Primary brain calcification (PBC), is a rare genetic disorder involving idiopathic calcifications in the basal ganglia and other brain regions, often inherited autosomally. It must be distinguished from Fahr's syndrome, which is secondary to metabolic causes like parathyroid abnormalities. Diagnostic challenges arise when transient endocrine issues mimic secondary etiologies.

Case description

A 27-year-old female presented with a 12-year history of absence seizures, evolving to generalized tonic-clonic episodes, psychosis (commanding hallucinations, Capgras delusion), aggression, and cerebellar signs (dystonia, ataxia, tremors).

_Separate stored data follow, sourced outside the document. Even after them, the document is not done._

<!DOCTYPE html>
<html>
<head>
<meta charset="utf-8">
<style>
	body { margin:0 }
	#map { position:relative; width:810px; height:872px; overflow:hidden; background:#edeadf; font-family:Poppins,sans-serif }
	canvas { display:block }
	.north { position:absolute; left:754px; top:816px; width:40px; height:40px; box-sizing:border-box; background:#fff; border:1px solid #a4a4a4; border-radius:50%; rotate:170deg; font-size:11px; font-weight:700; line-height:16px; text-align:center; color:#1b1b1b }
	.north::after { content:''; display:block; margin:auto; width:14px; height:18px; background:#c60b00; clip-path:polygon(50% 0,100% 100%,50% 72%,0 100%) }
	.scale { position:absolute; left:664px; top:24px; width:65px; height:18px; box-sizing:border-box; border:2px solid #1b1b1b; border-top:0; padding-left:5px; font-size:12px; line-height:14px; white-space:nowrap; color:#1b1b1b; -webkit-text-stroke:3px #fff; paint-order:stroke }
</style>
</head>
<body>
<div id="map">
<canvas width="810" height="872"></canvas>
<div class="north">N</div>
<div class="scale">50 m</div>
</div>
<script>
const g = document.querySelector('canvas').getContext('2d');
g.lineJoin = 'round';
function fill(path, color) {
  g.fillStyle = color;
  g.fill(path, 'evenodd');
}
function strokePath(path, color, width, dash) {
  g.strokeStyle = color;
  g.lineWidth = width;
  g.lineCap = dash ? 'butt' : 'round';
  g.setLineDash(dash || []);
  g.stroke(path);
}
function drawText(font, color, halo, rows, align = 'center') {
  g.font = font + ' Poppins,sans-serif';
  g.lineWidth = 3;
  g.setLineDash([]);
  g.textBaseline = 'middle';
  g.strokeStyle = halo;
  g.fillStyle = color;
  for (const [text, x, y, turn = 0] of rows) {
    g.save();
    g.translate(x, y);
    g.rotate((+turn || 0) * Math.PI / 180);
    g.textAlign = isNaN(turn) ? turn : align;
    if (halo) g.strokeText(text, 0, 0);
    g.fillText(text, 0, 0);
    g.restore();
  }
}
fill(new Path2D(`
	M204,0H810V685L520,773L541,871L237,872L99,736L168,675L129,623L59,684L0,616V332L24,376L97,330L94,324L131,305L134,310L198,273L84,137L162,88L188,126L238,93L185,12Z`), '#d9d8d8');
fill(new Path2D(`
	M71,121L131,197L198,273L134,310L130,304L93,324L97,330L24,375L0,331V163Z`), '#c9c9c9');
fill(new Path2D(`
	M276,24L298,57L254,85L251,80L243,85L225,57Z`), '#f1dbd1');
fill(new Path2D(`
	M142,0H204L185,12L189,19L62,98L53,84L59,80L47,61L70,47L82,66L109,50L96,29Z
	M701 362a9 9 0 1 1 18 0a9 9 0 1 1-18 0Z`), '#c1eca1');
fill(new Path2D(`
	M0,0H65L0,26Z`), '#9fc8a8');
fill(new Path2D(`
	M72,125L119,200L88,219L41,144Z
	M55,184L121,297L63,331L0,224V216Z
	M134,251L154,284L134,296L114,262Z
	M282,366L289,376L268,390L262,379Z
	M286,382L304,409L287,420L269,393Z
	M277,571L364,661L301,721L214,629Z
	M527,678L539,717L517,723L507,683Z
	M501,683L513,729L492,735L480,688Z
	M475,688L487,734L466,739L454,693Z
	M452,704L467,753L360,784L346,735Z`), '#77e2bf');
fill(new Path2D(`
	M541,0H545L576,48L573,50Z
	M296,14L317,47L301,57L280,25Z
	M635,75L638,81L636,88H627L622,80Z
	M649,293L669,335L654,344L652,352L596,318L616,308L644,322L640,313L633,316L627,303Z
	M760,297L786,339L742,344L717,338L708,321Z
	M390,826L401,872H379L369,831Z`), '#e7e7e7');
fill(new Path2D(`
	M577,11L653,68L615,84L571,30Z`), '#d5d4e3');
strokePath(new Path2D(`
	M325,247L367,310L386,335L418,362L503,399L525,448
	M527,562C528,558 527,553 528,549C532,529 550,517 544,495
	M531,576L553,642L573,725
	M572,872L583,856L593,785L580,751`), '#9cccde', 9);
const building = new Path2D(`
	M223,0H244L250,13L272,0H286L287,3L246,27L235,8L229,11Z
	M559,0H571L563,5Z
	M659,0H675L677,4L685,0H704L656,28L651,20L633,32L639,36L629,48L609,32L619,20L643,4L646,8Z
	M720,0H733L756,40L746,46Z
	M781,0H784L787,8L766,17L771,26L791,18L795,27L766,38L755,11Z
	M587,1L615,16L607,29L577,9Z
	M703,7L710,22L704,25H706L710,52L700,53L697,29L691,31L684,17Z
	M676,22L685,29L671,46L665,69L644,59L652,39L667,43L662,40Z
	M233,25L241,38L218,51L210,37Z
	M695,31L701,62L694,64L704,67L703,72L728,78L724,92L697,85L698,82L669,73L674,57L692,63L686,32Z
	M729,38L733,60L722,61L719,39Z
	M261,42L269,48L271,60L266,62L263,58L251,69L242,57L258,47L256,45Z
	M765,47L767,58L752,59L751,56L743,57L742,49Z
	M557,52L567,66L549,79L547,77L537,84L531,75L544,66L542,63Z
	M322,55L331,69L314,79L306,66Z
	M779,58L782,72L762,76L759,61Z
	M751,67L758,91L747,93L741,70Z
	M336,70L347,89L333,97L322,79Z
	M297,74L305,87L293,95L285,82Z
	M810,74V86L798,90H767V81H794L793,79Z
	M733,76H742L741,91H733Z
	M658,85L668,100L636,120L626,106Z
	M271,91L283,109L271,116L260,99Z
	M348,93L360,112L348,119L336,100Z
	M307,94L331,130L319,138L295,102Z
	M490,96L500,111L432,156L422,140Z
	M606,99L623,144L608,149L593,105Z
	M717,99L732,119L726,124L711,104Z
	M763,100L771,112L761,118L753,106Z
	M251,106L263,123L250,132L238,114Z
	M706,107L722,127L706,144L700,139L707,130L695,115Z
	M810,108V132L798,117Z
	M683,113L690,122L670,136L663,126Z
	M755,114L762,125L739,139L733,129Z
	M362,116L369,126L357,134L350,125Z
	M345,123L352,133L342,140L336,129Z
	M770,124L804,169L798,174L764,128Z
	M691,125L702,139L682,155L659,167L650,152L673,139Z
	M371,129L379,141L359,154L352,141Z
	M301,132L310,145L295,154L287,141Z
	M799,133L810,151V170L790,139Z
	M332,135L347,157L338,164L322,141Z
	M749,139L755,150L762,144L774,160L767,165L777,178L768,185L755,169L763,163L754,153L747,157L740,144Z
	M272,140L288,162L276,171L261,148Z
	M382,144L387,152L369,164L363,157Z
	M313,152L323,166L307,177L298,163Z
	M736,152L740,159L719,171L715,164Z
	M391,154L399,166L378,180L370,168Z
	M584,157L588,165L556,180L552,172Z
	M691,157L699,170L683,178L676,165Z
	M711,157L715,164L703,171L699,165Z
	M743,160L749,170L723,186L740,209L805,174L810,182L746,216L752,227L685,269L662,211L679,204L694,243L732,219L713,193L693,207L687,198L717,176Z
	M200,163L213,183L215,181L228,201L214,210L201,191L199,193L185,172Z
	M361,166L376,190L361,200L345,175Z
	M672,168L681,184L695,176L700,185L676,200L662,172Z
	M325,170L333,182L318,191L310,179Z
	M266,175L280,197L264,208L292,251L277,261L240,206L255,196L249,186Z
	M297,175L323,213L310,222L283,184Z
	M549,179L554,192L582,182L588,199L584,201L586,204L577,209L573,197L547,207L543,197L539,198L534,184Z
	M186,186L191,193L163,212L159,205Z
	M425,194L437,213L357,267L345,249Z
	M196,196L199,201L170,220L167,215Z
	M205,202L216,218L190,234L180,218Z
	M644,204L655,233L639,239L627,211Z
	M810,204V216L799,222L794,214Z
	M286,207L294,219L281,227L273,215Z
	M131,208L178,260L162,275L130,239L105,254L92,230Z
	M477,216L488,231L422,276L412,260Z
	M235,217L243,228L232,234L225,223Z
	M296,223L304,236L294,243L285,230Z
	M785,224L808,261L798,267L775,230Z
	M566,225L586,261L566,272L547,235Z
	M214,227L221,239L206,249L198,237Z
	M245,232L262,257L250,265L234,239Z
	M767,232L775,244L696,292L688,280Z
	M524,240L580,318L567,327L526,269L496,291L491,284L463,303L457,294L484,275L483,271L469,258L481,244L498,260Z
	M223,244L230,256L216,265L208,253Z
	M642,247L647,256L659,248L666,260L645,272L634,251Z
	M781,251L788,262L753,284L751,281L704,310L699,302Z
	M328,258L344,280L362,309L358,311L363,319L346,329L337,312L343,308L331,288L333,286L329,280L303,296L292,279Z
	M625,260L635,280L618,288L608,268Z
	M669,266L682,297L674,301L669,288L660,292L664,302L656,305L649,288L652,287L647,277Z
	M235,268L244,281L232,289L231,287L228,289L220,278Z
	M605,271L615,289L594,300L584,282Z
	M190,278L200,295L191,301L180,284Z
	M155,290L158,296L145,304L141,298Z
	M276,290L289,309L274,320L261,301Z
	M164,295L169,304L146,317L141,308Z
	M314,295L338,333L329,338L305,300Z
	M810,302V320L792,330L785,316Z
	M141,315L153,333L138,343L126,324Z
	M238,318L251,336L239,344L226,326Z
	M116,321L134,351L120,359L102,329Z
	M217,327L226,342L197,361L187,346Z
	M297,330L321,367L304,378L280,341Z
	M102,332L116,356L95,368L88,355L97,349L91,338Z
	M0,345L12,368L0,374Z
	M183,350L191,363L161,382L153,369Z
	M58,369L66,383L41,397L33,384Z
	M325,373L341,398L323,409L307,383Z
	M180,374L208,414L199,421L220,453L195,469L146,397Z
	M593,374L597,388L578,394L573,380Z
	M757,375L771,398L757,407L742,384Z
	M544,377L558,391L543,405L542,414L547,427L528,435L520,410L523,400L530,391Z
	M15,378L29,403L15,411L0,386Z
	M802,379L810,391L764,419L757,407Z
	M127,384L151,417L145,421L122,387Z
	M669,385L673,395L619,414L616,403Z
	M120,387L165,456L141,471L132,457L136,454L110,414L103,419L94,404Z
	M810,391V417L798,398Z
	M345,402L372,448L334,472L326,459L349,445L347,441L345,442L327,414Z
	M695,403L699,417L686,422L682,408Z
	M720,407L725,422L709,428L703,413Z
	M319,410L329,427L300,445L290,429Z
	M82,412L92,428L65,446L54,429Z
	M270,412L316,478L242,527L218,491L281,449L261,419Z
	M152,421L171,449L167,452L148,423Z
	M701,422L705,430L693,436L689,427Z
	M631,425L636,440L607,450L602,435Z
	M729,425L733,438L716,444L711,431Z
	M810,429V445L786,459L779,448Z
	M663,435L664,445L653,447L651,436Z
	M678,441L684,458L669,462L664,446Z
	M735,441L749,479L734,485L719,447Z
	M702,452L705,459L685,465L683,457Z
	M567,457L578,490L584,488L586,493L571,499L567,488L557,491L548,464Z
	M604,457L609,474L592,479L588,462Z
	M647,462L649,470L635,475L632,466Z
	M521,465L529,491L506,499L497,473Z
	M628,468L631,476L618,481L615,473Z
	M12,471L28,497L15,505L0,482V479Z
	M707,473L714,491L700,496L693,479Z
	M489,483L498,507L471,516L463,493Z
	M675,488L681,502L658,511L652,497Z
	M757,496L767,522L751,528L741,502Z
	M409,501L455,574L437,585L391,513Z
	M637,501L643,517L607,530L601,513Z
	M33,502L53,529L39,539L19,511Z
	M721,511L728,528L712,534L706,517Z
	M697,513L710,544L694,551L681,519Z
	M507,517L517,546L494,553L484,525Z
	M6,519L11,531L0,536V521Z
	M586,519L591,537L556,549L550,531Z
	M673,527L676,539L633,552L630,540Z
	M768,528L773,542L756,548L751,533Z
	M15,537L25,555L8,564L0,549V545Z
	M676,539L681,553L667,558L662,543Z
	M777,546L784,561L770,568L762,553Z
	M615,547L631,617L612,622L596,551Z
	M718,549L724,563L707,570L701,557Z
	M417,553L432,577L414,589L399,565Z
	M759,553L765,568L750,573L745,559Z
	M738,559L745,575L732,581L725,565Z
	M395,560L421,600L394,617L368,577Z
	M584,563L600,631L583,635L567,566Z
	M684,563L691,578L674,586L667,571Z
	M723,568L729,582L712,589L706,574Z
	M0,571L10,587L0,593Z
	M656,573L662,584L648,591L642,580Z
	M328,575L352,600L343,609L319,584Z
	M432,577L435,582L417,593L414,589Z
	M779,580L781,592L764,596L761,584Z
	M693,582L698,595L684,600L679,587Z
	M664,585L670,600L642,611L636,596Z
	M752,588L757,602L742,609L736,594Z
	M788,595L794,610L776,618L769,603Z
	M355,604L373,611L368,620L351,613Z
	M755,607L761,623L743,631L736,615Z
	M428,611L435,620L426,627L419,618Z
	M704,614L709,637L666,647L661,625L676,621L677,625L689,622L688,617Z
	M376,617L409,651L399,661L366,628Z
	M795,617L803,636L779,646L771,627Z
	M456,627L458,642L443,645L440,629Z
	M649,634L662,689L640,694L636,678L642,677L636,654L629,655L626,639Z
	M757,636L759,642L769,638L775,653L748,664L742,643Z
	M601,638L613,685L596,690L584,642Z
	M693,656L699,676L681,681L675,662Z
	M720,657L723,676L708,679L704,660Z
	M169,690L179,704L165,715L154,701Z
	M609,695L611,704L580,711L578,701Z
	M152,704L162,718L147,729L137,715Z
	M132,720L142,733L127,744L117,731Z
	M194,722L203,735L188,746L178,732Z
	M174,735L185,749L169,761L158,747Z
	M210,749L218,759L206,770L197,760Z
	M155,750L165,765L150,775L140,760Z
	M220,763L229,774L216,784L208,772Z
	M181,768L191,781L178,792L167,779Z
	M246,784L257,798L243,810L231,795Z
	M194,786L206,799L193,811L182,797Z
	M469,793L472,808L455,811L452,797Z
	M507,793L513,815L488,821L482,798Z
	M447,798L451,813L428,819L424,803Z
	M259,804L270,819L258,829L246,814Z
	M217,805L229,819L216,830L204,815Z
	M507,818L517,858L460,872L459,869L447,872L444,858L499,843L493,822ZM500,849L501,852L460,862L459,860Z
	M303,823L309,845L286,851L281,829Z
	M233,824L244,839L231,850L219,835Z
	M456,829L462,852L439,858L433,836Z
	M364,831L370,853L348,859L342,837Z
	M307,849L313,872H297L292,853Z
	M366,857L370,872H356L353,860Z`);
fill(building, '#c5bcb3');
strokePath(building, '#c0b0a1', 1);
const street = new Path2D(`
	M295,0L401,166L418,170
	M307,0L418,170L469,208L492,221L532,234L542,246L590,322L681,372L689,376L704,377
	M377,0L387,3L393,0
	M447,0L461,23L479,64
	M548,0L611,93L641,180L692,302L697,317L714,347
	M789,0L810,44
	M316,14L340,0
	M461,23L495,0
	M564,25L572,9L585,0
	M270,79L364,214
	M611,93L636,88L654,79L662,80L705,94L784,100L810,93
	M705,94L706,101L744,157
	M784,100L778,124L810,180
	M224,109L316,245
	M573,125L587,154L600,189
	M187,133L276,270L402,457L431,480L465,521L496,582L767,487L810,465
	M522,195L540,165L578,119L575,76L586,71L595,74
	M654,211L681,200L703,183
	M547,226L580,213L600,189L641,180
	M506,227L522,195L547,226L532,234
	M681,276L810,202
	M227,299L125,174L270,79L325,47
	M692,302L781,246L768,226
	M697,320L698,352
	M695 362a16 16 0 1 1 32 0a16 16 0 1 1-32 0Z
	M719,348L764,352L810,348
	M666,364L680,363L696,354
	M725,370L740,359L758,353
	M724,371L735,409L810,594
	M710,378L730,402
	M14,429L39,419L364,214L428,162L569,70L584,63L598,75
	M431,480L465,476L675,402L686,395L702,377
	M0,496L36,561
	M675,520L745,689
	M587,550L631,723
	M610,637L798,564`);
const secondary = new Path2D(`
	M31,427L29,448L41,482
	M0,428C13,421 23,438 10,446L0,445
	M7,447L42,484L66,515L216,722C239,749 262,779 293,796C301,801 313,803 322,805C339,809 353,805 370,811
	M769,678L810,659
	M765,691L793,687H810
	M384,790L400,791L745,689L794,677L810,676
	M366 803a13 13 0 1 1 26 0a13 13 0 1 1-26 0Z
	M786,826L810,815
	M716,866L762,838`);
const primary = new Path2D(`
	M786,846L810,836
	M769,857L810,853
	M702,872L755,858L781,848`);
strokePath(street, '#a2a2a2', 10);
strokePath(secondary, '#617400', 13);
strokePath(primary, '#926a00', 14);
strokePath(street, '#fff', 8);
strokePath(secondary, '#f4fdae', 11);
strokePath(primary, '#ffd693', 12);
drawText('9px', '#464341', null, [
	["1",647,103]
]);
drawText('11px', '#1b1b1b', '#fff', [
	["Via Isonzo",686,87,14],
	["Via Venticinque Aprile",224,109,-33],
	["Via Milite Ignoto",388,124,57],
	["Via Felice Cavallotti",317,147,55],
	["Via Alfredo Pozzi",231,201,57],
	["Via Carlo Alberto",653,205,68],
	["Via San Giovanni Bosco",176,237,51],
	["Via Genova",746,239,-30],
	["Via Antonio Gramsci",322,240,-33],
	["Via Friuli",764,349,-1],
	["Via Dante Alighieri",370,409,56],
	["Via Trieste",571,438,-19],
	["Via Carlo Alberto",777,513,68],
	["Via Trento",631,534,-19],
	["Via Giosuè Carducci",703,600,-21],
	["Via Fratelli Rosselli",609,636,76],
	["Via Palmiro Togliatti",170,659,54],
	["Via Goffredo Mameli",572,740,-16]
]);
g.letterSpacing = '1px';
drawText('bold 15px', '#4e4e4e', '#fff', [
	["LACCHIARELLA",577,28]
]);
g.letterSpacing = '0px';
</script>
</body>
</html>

Family history included a similarly affected brother. Imaging (NCCT and MRI) revealed bilateral calcifications in basal ganglia, thalamus, dentate nucleus, and cerebellum, with atrophy and infarct. Initial labs showed hypocalcemia and elevated PTH (100.8 pg/mL), suggesting secondary hyperparathyroidism, but normalization occurred post-vitamin D/calcium supplementation. Whole exome sequencing identified a homozygous pathogenic MYORG variant (c.488G>A, p.Trp163Ter), confirming PBC type 7. Management focused on antiepileptics, antipsychotics (e.g., olanzapine, lumateperone), and supplementation, with partial symptom control.

Discussion

This case illustrates PBC's heterogeneity, presenting with early seizures, psychosis, and cerebellar involvement despite autosomal recessive inheritance. The transient hyperparathyroidism, likely vitamin D-related, initially misled diagnosis, highlighting the role of genetic testing in resolving ambiguities. Symptomatic treatment prevails, with genetic counselling recommended.